Exercise directions:
Could you print all the entries below exactly as they appear, omitting the pictures?

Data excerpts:

/---

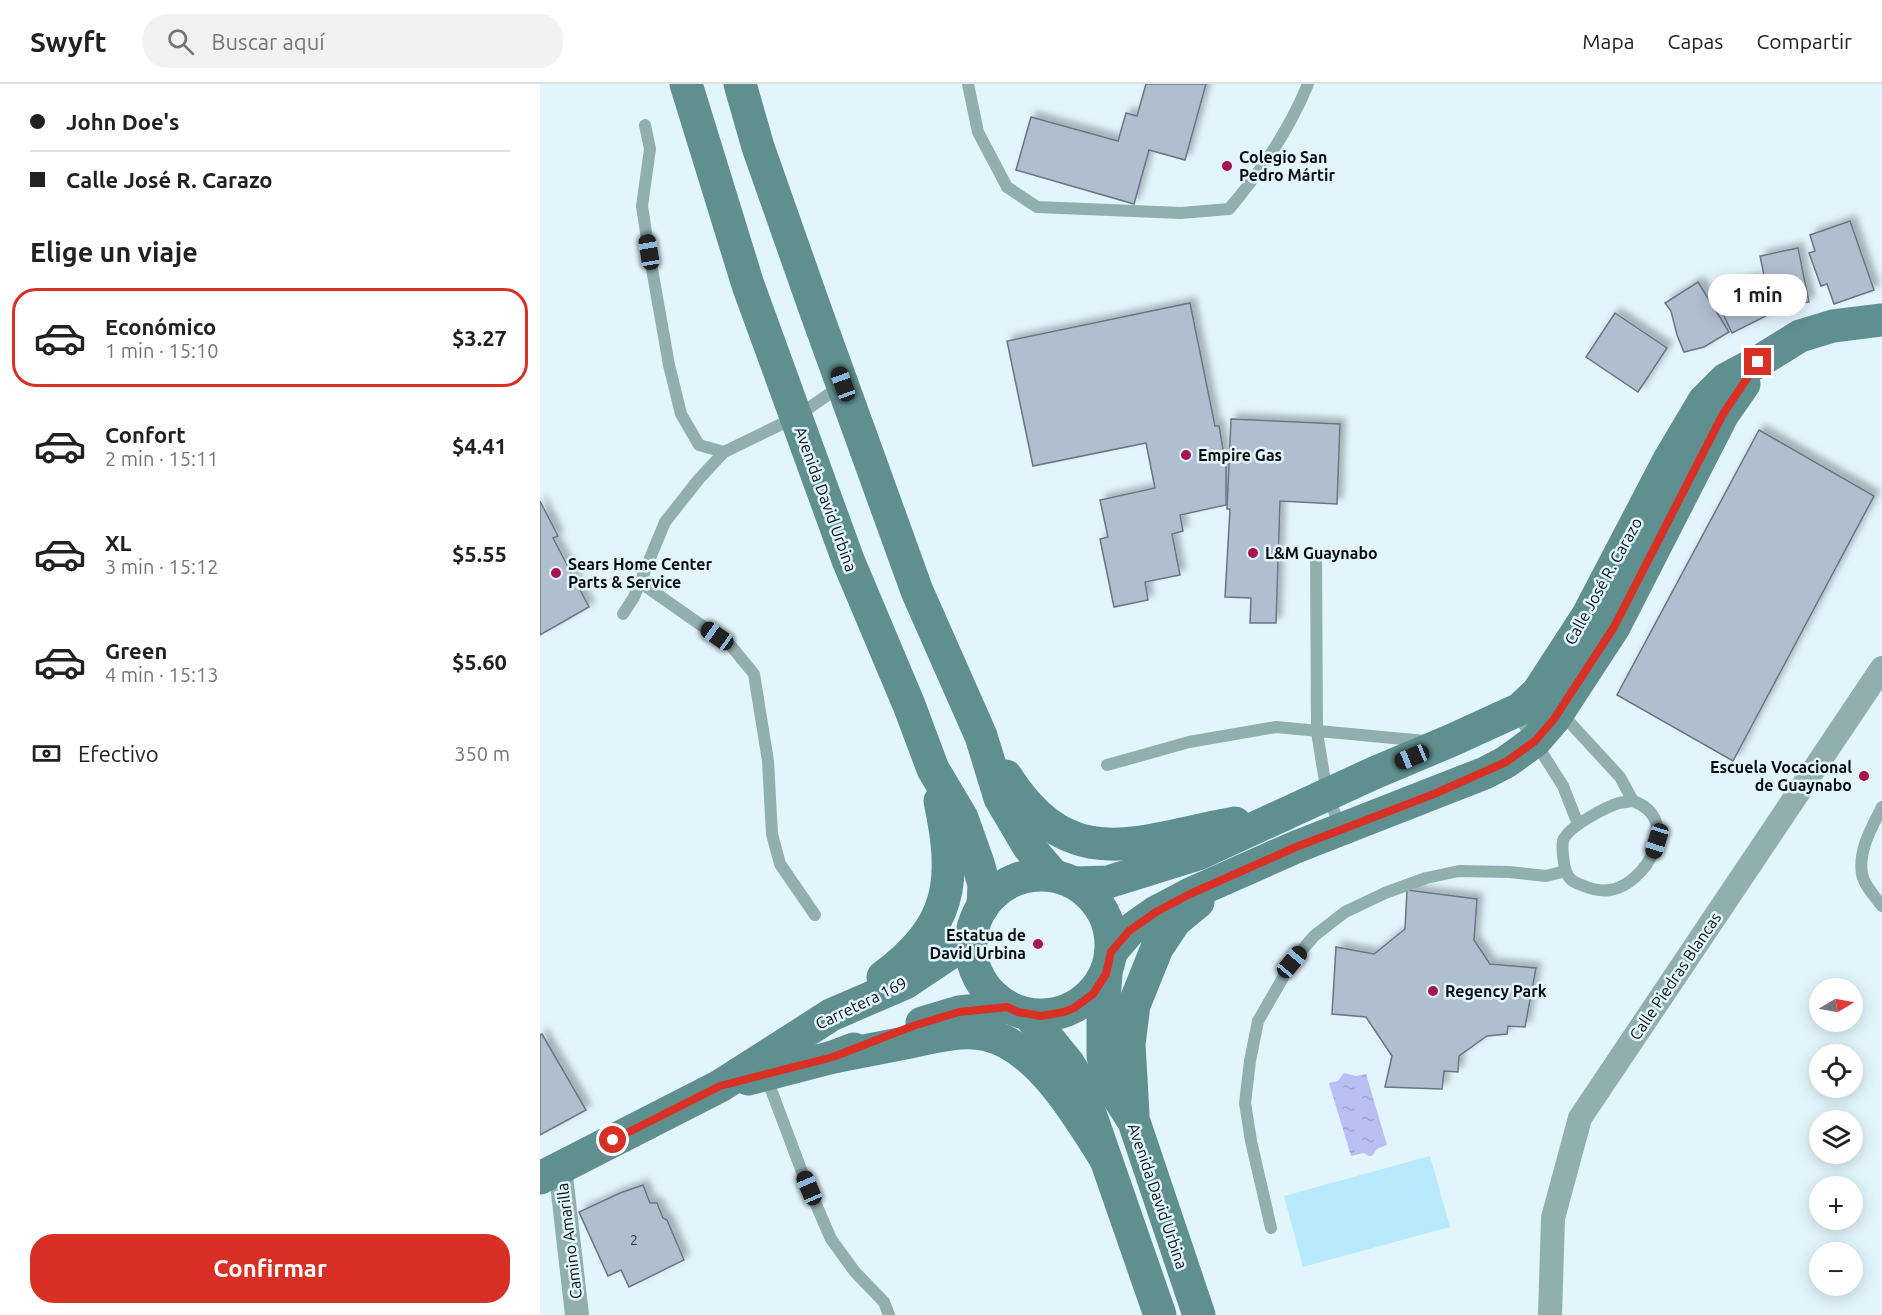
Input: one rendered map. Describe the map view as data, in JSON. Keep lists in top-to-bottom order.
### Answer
{
  "streets": {
    "street": [
      "Avenida David Urbina",
      "Calle José R. Carazo",
      "Calle Piedras Blancas",
      "Carretera 169",
      "Camino Amarilla"
    ]
  },
  "crossings": [
    ["Avenida David Urbina", "Calle José R. Carazo"],
    ["Avenida David Urbina", "Carretera 169"],
    ["Calle José R. Carazo", "Carretera 169"],
    ["Carretera 169", "Camino Amarilla"]
  ],
  "places": [
    "Colegio San Pedro Mártir",
    "Empire Gas",
    "L&M Guaynabo",
    "Sears Home Center Parts & Service",
    "Escuela Vocacional de Guaynabo",
    "Estatua de David Urbina",
    "Regency Park"
  ],
  "house_numbers": ["2"],
  "north": "right",
  "page": {
    "header": "Swyft",
    "search": "Buscar aquí",
    "nav": ["Mapa", "Capas", "Compartir"],
    "banner": ["John Doe's", "Calle José R. Carazo"],
    "heading": "Elige un viaje",
    "bubble": "1 min",
    "list": [
      {
        "name": "Económico",
        "note": "1 min · 15:10",
        "value": "$3.27"
      },
      {
        "name": "Confort",
        "note": "2 min · 15:11",
        "value": "$4.41"
      },
      {
        "name": "XL",
        "note": "3 min · 15:12",
        "value": "$5.55"
      },
      {
        "name": "Green",
        "note": "4 min · 15:13",
        "value": "$5.60"
      }
    ],
    "pay": ["Efectivo", "350 m"],
    "map_buttons": ["+", "−"],
    "buttons": "Confirmar"
  }
}
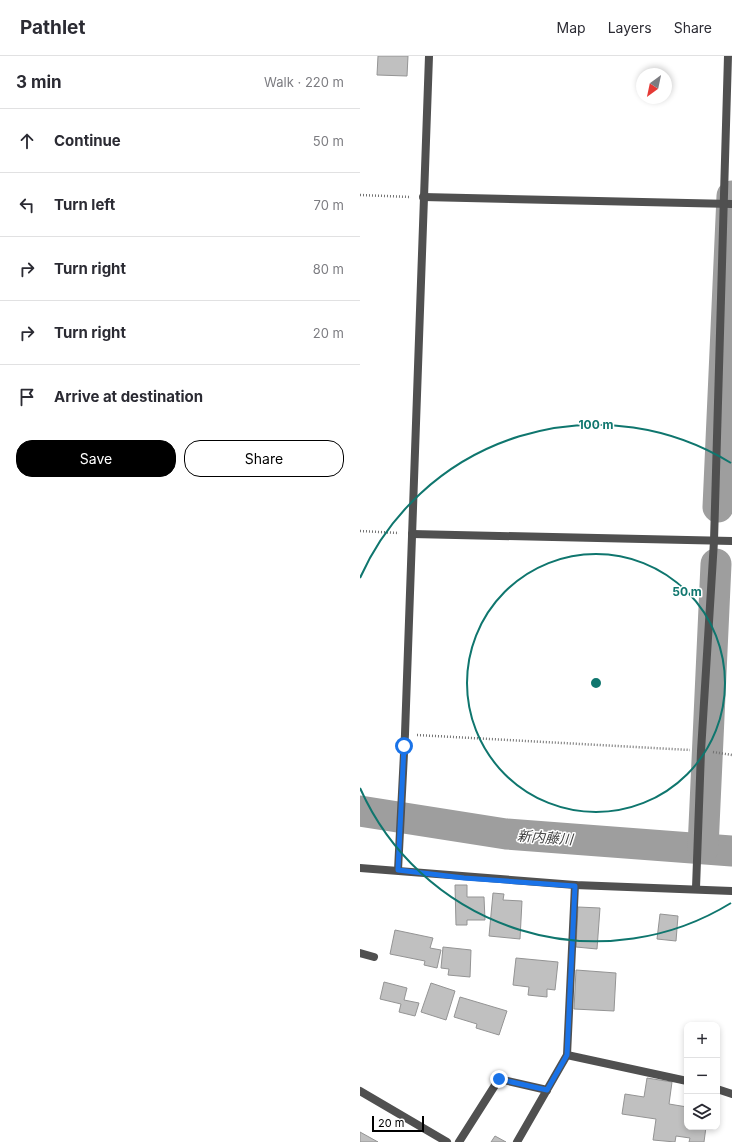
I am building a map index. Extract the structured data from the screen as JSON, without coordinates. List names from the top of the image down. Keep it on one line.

\---

Task response:
Input: one rendered map. Describe the map view as data, in JSON. Keep lists in top-to-bottom order.
### Answer
{
  "streets": {
    "street": [
      "Avenida David Urbina",
      "Calle José R. Carazo",
      "Calle Piedras Blancas",
      "Carretera 169",
      "Camino Amarilla"
    ]
  },
  "crossings": [
    ["Avenida David Urbina", "Calle José R. Carazo"],
    ["Avenida David Urbina", "Carretera 169"],
    ["Calle José R. Carazo", "Carretera 169"],
    ["Carretera 169", "Camino Amarilla"]
  ],
  "places": [
    "Colegio San Pedro Mártir",
    "Empire Gas",
    "L&M Guaynabo",
    "Sears Home Center Parts & Service",
    "Escuela Vocacional de Guaynabo",
    "Estatua de David Urbina",
    "Regency Park"
  ],
  "house_numbers": ["2"],
  "north": "right",
  "page": {
    "header": "Swyft",
    "search": "Buscar aquí",
    "nav": ["Mapa", "Capas", "Compartir"],
    "banner": ["John Doe's", "Calle José R. Carazo"],
    "heading": "Elige un viaje",
    "bubble": "1 min",
    "list": [
      {
        "name": "Económico",
        "note": "1 min · 15:10",
        "value": "$3.27"
      },
      {
        "name": "Confort",
        "note": "2 min · 15:11",
        "value": "$4.41"
      },
      {
        "name": "XL",
        "note": "3 min · 15:12",
        "value": "$5.55"
      },
      {
        "name": "Green",
        "note": "4 min · 15:13",
        "value": "$5.60"
      }
    ],
    "pay": ["Efectivo", "350 m"],
    "map_buttons": ["+", "−"],
    "buttons": "Confirmar"
  }
}
I am building a map index. Extract the structured data from the screen as JSON, without coordinates. List names from the top of the image down. Keep it on one line.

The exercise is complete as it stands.